Final Progress Report

Proposal No. IBD-0231R
Principal Investigator:   Laura Mackner, Ph.D.
Applicant Organization:  The Research Institute at Nationwide Children's Hospital (Columbus, Ohio, U.S.A.)
Project Title:  Depression, cytokines, and cortisol in pediatric inflammatory bowel disease
Period of Award:  June 1, 2008 – May 31, 2010

LAY SUMMARY

Children with IBD have higher rates of depression than healthy children, and aspects of their disease may put them at risk for depression. In particular, the inflammation associated with IBD may give rise not only to the symptoms of IBD but also to depression symptoms. Two aspects of the process of inflammation may contribute to depression in IBD: proinflammatory cytokines and the hypothalamic-pituitary-adrenal (HPA) axis in the brain. Cytokines play a large role in causing inflammation, and they also cause “illness behaviors” that are the same as some symptoms of depression. The HPA axis works to keep inflammation in check, but people with inflammatory diseases such as IBD have poorly functioning HPA axes that do not react appropriately rein in the inflammation. The dysfunctional HPA axis cannot respond appropriately to immune challenges or to psychosocial stress, which may make an individual vulnerable to a disease flare and/or depression symptoms. In addition, both disease flares and psychosocial stress can lead to depression. Our goal is to improve the psychosocial adjustment of children with IBD by determining the relationships between inflammation, HPA axis functioning, and depression symptoms.

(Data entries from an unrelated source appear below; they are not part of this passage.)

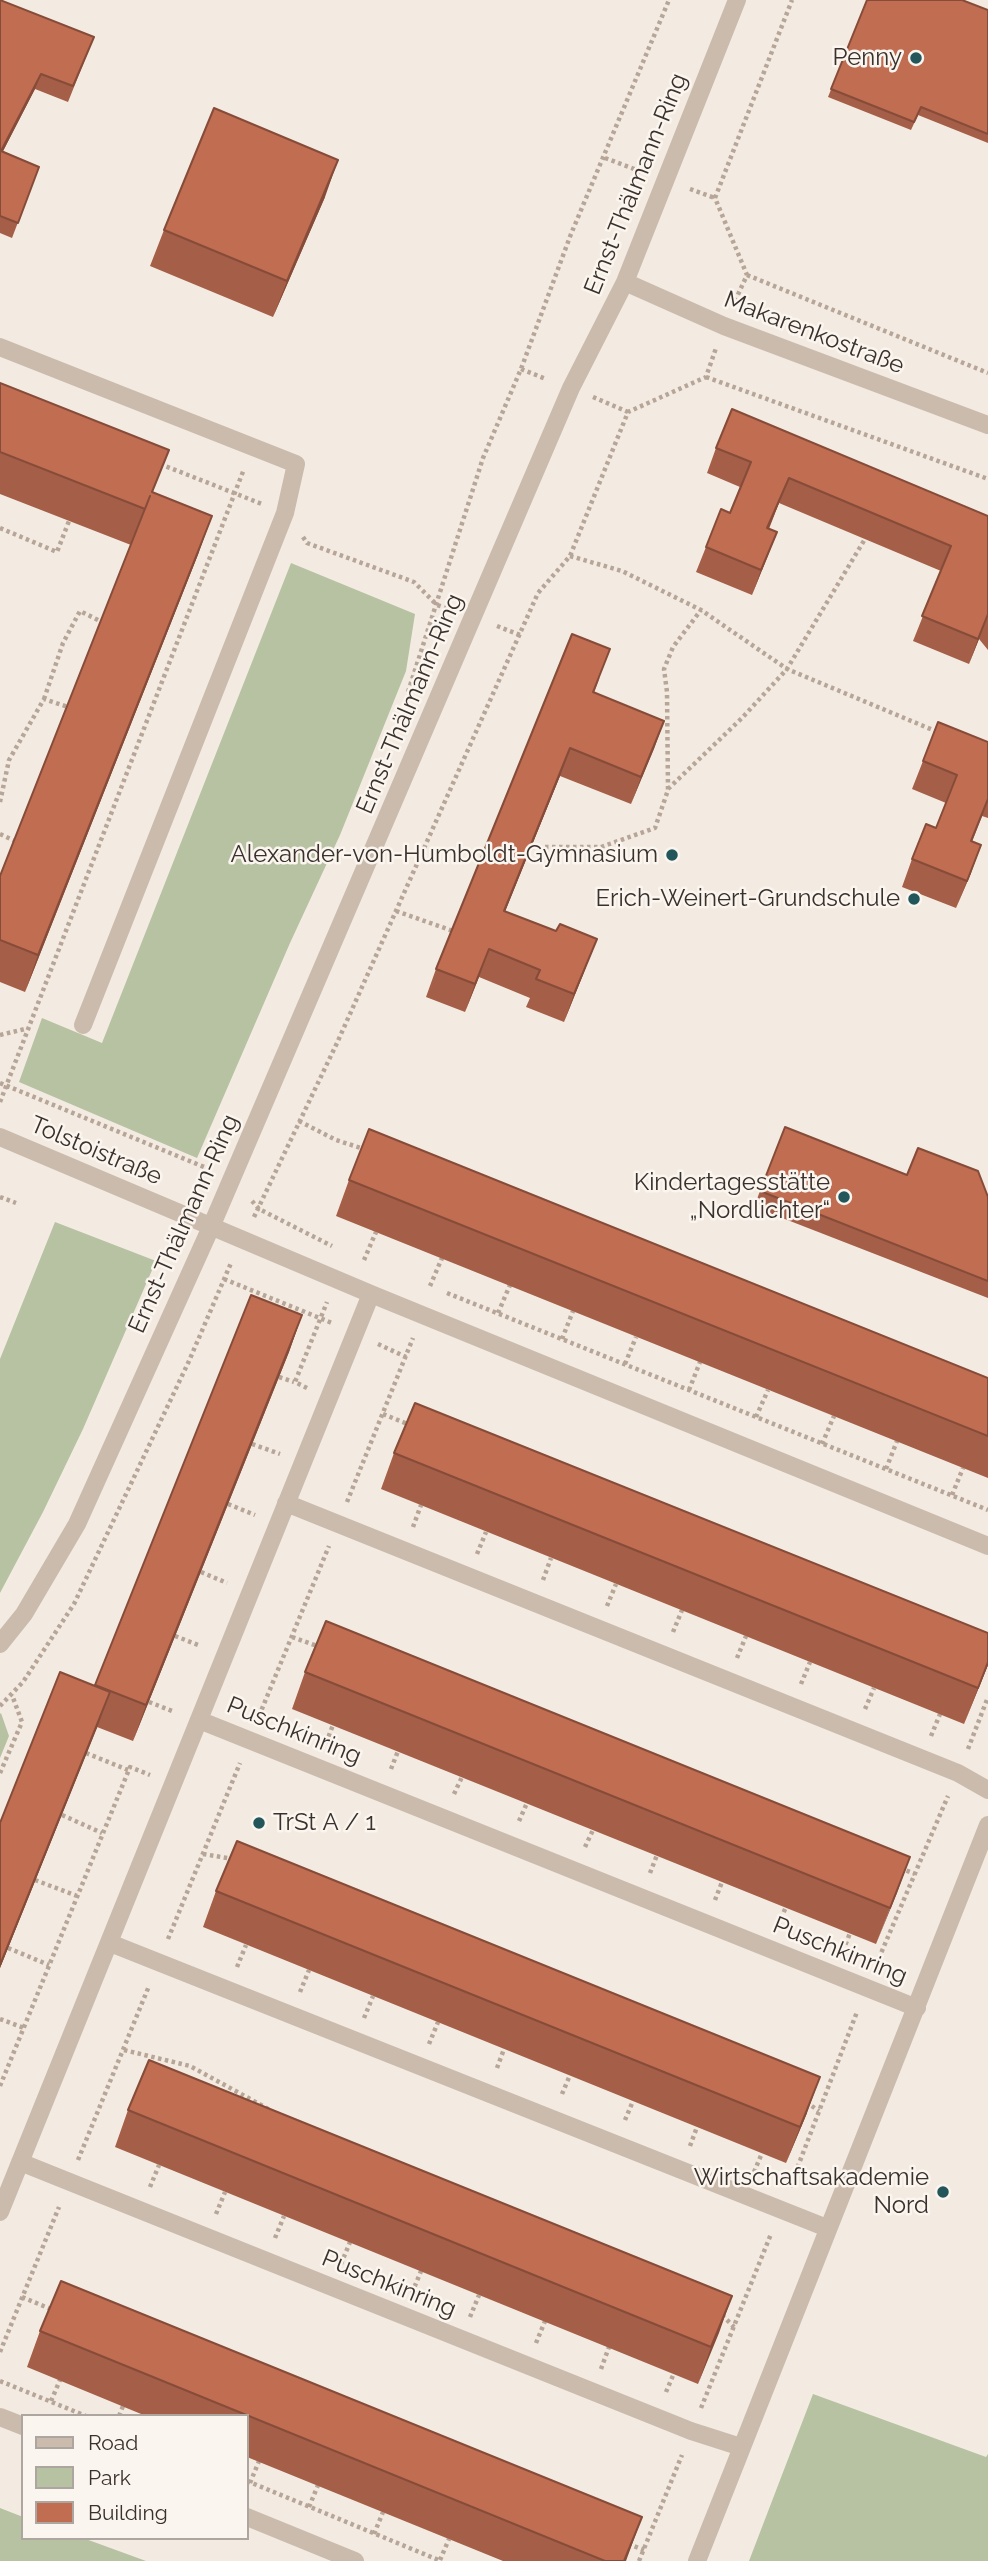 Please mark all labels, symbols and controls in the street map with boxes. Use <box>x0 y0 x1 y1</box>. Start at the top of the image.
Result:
place label: Penny <box>832 44 902 72</box>
marker: Penny <box>908 50 924 66</box>
street label: Ernst-Thälmann-Ring <box>578 69 694 299</box>
street label: Makarenkostraße <box>720 285 908 381</box>
street label: Ernst-Thälmann-Ring <box>351 590 469 818</box>
place label: Alexander-von-Humboldt-Gymnasium <box>231 841 658 869</box>
marker: Alexander-von-Humboldt-Gymnasium <box>664 847 680 863</box>
place label: Erich-Weinert-Grundschule <box>596 885 900 913</box>
marker: Erich-Weinert-Grundschule <box>906 891 922 907</box>
street label: Tolstoistraße <box>26 1110 166 1192</box>
street label: Ernst-Thälmann-Ring <box>123 1110 245 1338</box>
place label: Kindertagesstätte „Nordlichter“ <box>634 1169 830 1225</box>
marker: Kindertagesstätte „Nordlichter“ <box>836 1189 852 1205</box>
street label: Puschkinring <box>223 1691 365 1771</box>
place label: TrSt A / 1 <box>273 1809 376 1837</box>
marker: TrSt A / 1 <box>251 1815 267 1831</box>
street label: Puschkinring <box>769 1911 911 1991</box>
place label: Wirtschaftsakademie Nord <box>694 2164 929 2220</box>
marker: Wirtschaftsakademie Nord <box>935 2184 951 2200</box>
street label: Puschkinring <box>318 2244 460 2324</box>
legend <box>21 2414 248 2540</box>
text: Road <box>88 2430 138 2455</box>
text: Park <box>88 2465 131 2490</box>
text: Building <box>88 2500 168 2525</box>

We recruited 12 children with IBD (aged 7 – 17 years) and followed them to study the relationship between disease activity, proinflammatory cytokines, HPA axis functioning (cortisol), and depression symptoms. We assessed the children with IBD at diagnosis before they started any corticosteroids. We assessed 6 of them 3 months after steroid treatment when their disease was in remission. We expected that when the disease was active, children with IBD would have more proinflammatory cytokines, worse HPA axis functioning, and more depression symptoms. When the disease is in remission, previous research suggests that children with IBD continue to be at risk for depression symptoms. However, our previous results suggest that there may be a shift in the specific symptoms that these children experience, so that they have fewer cytokine-related symptoms, and more “psychological” symptoms (e.g., hopelessness). Throughout the disease course, we expected that increases in proinflammatory cytokines would be associated with increases in cytokine-related depression symptoms.

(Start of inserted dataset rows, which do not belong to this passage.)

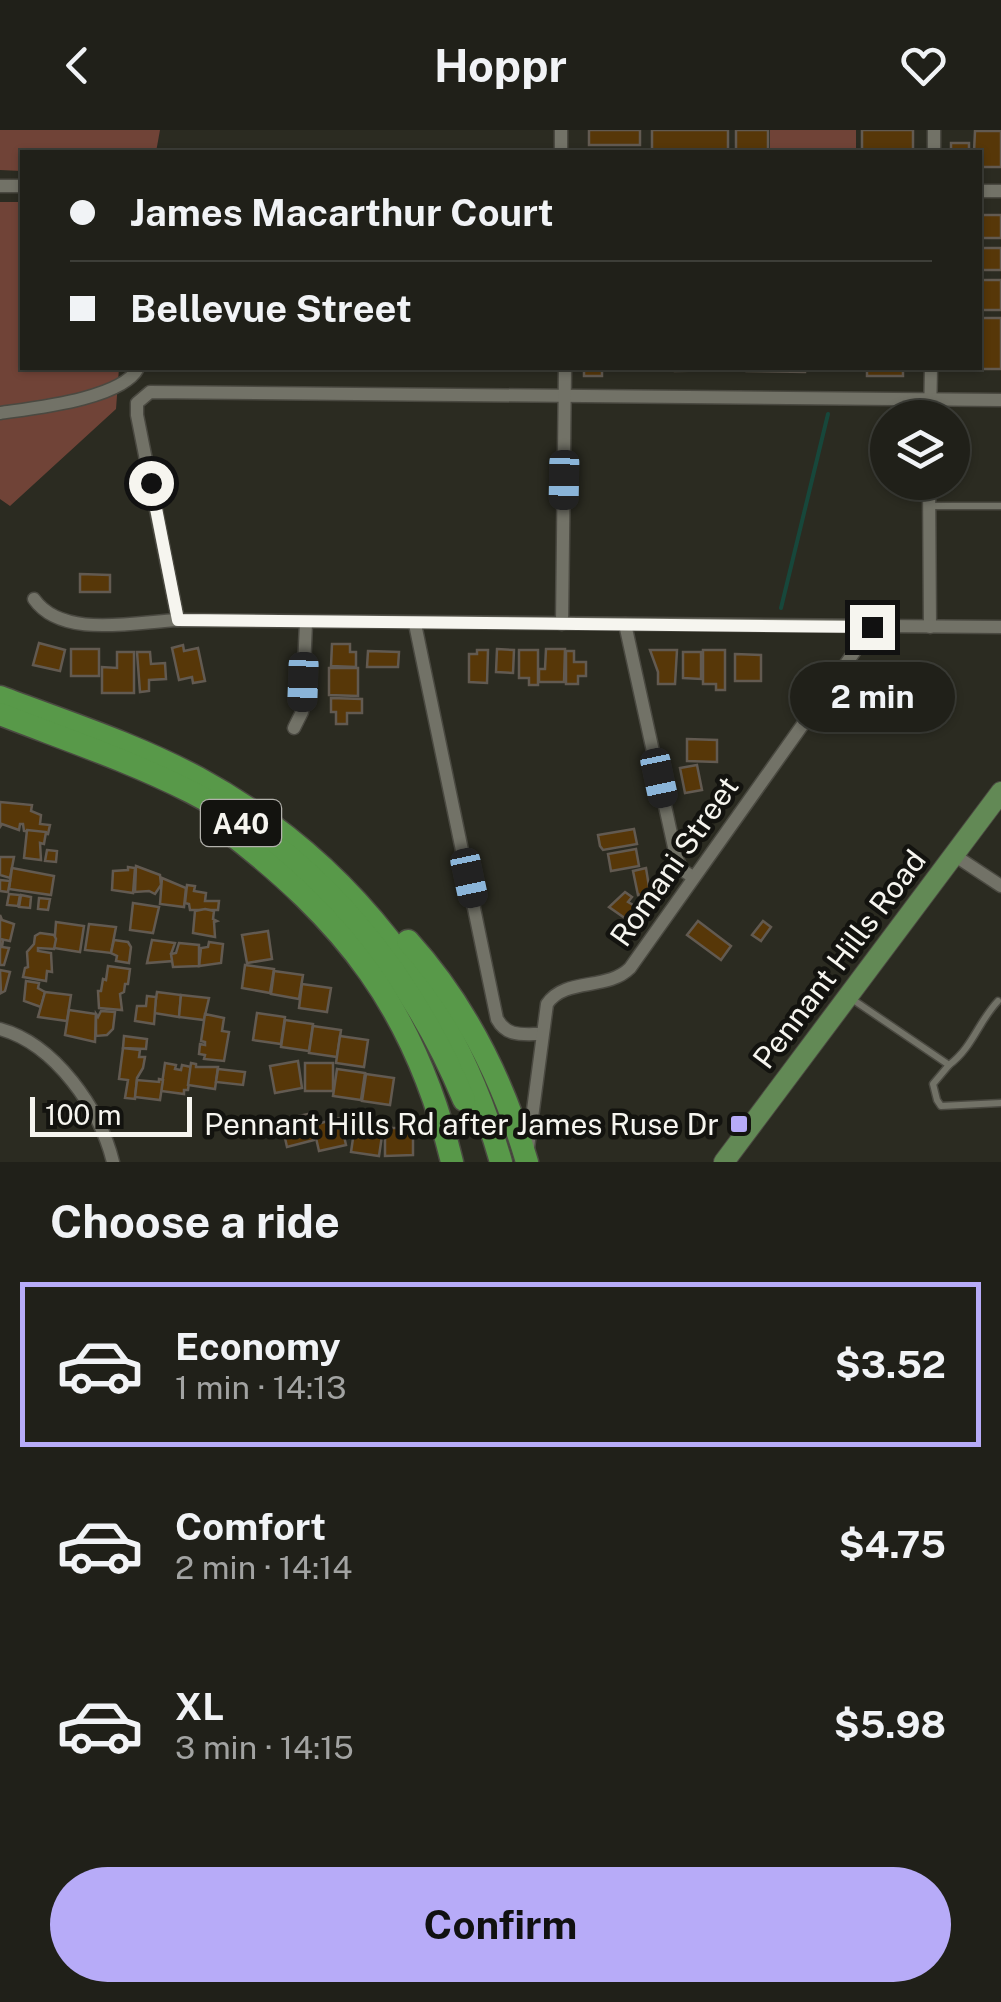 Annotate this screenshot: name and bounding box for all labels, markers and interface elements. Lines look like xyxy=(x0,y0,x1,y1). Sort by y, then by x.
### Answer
icon: back xyxy=(50,38,105,93)
icon: heart xyxy=(896,38,951,93)
text: Hoppr xyxy=(434,39,567,92)
text: James Macarthur Court xyxy=(130,190,553,235)
text: Bellevue Street xyxy=(130,286,412,331)
map controls xyxy=(870,400,970,500)
button: layers xyxy=(870,400,970,500)
car xyxy=(548,450,580,510)
route start xyxy=(129,461,174,506)
route end xyxy=(850,605,895,650)
car xyxy=(287,651,319,713)
callout: 2 min xyxy=(790,662,954,732)
text: 2 min xyxy=(831,678,914,715)
car xyxy=(638,746,680,810)
street label: Romani Street xyxy=(602,769,746,953)
road number: A40 xyxy=(201,800,281,846)
street label: Pennant Hills Road xyxy=(745,843,933,1075)
car xyxy=(448,846,490,910)
scale bar xyxy=(30,1092,192,1136)
text: 100 m xyxy=(45,1098,122,1131)
place label: Pennant Hills Rd after James Ruse Dr xyxy=(204,1106,719,1142)
marker: Pennant Hills Rd after James Ruse Dr xyxy=(728,1113,750,1135)
text: Choose a ride xyxy=(50,1195,340,1248)
icon: car xyxy=(55,1320,145,1410)
text: Economy xyxy=(175,1324,341,1369)
text: $3.52 xyxy=(835,1342,946,1387)
text: 1 min · 14:13 xyxy=(175,1369,346,1406)
icon: car xyxy=(55,1500,145,1590)
text: Comfort xyxy=(175,1504,326,1549)
text: $4.75 xyxy=(839,1522,946,1567)
text: 2 min · 14:14 xyxy=(175,1549,352,1586)
icon: car xyxy=(55,1680,145,1770)
text: XL xyxy=(175,1684,224,1729)
text: $5.98 xyxy=(834,1702,946,1747)
text: 3 min · 14:15 xyxy=(175,1729,354,1766)
button: Confirm xyxy=(50,1867,951,1982)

Our results suggest that children with IBD have dysfunctional HPA axes. It is unclear how HPA axis function is related to disease activity: for one task, it appeared worse when the children were in remission, but in another task, it appeared worse when their disease was active. Levels of a proinflammatory cytokine were associated with worse depression symptoms, especially the cytokine-related symptoms we expected to see. Cytokine levels were also associated with HPA axis function. Additional research would be needed to fully examine the rest of our hypotheses.